**Requirement:**
Each line of the data that includes the string "Summarize" is to be copied out.

== Records for processing ==

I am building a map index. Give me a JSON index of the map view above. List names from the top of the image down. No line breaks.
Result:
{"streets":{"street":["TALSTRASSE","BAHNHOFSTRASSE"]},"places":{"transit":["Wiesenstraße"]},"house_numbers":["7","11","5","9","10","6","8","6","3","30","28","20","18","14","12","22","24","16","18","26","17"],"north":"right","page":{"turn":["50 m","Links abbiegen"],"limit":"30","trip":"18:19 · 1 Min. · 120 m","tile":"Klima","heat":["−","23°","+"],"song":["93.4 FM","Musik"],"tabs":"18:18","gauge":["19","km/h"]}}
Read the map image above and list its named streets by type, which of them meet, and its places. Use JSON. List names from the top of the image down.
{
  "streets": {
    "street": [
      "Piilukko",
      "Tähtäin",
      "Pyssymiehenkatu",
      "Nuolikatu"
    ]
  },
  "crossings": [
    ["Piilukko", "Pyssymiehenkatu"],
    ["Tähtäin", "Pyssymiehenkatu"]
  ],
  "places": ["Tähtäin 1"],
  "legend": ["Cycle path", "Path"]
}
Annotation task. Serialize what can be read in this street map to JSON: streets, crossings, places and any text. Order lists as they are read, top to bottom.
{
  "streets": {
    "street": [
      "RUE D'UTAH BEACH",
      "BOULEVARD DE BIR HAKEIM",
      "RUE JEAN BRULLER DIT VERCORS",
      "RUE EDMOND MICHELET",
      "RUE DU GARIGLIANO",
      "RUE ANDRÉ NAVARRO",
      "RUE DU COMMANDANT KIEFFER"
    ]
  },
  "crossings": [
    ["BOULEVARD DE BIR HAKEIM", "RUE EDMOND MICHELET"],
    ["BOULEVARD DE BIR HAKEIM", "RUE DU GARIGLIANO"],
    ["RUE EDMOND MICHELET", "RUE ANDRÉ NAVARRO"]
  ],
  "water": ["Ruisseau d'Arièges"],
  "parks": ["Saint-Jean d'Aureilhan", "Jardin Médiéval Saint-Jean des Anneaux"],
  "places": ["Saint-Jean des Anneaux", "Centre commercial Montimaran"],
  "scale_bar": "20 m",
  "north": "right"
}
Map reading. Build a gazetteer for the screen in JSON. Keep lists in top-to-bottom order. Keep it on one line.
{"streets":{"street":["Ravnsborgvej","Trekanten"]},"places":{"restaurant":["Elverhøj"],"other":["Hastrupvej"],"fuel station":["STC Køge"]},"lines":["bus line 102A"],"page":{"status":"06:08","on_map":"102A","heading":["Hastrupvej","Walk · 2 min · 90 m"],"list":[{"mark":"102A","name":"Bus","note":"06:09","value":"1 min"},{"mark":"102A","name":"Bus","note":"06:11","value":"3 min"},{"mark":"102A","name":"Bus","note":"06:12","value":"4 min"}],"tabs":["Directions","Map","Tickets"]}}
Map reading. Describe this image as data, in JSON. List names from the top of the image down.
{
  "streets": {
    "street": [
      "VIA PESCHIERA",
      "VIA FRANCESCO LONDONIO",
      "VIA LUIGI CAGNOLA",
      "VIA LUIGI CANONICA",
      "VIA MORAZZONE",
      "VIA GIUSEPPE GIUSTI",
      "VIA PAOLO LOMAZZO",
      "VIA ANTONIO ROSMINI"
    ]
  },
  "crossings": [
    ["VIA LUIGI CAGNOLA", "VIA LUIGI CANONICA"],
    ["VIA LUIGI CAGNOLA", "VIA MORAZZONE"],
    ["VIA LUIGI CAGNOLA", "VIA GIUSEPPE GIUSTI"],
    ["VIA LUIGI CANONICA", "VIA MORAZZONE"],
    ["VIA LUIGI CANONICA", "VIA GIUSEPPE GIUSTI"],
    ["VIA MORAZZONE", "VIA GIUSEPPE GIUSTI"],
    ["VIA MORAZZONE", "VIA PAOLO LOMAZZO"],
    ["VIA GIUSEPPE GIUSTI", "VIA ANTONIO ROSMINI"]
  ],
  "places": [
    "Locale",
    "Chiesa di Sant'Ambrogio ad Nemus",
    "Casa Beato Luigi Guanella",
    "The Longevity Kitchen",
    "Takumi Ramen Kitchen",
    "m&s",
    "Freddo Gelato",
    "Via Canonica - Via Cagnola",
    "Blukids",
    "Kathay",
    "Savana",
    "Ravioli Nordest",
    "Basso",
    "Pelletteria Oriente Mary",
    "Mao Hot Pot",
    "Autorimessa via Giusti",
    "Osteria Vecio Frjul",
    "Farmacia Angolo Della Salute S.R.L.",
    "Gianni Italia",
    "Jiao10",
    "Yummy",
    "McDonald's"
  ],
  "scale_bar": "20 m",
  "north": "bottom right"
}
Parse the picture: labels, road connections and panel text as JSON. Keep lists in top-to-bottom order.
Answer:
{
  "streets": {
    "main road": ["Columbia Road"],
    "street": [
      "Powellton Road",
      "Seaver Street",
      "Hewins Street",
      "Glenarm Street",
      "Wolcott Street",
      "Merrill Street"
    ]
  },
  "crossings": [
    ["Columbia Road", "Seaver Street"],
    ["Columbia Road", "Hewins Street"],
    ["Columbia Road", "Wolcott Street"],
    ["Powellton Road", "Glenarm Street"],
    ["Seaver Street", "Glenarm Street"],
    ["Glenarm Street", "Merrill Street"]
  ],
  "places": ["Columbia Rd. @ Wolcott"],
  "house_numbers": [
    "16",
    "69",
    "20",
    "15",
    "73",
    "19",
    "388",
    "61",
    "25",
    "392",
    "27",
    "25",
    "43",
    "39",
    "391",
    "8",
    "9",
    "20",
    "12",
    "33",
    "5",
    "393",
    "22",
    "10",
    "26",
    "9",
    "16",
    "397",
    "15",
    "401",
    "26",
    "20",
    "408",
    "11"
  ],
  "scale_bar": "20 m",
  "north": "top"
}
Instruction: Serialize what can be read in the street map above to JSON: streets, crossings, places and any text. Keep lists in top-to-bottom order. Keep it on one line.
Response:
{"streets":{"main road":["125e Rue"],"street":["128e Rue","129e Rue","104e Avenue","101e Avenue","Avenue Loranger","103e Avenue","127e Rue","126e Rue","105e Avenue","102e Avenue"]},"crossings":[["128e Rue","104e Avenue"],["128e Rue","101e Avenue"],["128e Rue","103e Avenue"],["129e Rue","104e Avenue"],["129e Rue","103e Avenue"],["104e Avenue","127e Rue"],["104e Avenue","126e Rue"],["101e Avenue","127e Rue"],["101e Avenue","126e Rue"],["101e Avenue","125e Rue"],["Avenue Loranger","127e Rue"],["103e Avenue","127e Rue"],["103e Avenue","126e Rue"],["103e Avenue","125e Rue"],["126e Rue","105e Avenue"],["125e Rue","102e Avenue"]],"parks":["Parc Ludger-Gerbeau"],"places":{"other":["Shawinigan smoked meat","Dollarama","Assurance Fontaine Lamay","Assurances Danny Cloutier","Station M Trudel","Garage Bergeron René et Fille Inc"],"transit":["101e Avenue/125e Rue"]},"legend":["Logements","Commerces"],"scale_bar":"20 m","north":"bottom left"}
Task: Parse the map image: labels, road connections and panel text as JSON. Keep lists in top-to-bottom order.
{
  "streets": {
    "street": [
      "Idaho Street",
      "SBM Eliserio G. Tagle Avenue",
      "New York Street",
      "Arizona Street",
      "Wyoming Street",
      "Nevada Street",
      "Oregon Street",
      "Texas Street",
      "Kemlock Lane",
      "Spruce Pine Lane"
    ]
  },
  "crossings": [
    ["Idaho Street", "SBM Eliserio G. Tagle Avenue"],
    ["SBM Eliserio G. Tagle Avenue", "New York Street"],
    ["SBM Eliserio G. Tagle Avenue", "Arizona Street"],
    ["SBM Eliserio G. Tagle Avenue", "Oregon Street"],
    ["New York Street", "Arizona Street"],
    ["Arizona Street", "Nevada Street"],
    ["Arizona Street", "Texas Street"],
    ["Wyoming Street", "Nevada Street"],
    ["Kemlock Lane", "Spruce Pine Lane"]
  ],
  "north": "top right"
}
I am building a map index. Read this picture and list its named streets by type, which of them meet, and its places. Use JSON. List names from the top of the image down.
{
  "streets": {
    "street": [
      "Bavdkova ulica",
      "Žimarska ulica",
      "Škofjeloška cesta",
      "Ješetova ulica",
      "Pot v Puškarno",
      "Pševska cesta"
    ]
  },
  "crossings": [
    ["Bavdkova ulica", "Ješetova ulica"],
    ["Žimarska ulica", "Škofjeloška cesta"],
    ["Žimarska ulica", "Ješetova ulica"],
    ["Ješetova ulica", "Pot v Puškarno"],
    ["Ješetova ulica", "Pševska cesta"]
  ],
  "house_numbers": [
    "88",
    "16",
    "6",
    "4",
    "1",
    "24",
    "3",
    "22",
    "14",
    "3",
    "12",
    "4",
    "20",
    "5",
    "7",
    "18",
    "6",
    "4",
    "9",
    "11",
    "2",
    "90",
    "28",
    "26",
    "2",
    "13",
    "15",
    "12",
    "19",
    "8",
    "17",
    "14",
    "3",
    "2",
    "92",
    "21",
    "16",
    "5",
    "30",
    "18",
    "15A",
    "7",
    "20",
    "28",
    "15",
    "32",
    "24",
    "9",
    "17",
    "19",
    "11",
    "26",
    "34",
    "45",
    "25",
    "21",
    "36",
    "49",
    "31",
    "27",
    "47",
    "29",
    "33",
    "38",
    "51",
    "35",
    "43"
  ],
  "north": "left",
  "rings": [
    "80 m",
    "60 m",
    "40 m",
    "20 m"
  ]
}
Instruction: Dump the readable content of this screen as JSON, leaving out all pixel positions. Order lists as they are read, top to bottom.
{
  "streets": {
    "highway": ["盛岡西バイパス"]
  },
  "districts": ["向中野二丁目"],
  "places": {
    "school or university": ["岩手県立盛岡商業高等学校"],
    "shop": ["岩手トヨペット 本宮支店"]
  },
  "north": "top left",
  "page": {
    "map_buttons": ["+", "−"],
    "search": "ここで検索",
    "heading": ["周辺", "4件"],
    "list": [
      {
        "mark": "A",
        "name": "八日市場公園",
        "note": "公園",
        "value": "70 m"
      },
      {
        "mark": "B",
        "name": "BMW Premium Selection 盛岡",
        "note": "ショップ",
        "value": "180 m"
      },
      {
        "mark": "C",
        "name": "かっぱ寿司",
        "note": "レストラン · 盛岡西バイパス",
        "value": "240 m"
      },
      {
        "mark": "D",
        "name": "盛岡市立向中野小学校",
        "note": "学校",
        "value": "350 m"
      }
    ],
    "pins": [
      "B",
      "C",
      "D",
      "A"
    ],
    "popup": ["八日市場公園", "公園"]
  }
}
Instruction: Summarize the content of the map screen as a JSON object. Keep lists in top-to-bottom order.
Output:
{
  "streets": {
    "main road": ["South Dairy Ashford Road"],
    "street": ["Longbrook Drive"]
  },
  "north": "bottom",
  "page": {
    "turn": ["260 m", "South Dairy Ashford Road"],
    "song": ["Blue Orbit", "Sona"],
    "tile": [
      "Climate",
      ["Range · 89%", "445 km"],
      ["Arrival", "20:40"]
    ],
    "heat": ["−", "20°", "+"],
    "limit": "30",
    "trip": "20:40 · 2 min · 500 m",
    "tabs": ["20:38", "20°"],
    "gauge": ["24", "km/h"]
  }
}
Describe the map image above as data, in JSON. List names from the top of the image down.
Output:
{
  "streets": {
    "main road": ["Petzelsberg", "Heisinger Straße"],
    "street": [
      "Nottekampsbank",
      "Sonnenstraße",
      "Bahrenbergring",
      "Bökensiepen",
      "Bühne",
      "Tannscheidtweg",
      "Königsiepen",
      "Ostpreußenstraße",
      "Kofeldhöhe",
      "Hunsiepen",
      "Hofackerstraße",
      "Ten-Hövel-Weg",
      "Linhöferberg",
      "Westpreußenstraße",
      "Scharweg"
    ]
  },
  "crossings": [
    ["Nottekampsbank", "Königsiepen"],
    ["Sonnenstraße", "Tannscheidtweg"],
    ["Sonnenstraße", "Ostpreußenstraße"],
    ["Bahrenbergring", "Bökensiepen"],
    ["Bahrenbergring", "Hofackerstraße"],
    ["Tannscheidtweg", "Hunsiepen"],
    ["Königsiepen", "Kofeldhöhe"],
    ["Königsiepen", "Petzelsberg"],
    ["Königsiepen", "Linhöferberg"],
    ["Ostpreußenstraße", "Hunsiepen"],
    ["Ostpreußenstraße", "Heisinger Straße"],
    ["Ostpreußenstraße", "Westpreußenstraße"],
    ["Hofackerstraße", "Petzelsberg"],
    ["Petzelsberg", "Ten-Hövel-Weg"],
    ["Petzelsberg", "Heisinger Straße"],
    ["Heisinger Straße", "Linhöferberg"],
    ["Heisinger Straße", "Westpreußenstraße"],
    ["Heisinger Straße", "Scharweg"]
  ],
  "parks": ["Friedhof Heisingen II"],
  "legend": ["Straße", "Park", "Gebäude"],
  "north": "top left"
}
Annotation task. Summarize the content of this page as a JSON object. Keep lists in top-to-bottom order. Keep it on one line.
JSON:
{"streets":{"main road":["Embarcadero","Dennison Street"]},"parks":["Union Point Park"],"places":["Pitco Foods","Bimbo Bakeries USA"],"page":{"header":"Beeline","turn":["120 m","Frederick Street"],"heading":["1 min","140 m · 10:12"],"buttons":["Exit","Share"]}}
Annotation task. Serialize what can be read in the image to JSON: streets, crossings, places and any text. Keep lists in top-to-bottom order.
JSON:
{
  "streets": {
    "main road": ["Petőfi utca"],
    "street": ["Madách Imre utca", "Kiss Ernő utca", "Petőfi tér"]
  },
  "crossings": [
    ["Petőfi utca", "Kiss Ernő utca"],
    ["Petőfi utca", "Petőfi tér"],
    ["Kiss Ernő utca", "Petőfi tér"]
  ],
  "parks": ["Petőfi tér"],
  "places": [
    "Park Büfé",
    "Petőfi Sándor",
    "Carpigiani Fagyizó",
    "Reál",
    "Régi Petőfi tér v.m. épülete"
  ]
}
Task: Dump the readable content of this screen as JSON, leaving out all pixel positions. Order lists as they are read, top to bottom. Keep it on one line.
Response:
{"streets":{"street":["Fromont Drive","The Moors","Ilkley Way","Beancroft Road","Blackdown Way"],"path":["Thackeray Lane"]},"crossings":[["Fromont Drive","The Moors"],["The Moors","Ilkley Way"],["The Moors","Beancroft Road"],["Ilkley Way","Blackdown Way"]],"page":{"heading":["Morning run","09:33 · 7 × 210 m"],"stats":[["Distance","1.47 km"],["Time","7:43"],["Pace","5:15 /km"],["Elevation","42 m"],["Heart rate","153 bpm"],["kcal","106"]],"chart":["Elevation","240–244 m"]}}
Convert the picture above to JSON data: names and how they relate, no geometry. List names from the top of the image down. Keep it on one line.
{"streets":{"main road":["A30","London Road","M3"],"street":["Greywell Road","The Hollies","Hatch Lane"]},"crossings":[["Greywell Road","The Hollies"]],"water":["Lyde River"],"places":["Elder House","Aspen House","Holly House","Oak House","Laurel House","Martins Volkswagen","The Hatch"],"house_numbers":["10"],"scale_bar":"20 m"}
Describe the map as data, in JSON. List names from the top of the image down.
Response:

===

**Task solution:**
Instruction: Summarize the content of the map screen as a JSON object. Keep lists in top-to-bottom order.
Annotation task. Summarize the content of this page as a JSON object. Keep lists in top-to-bottom order. Keep it on one line.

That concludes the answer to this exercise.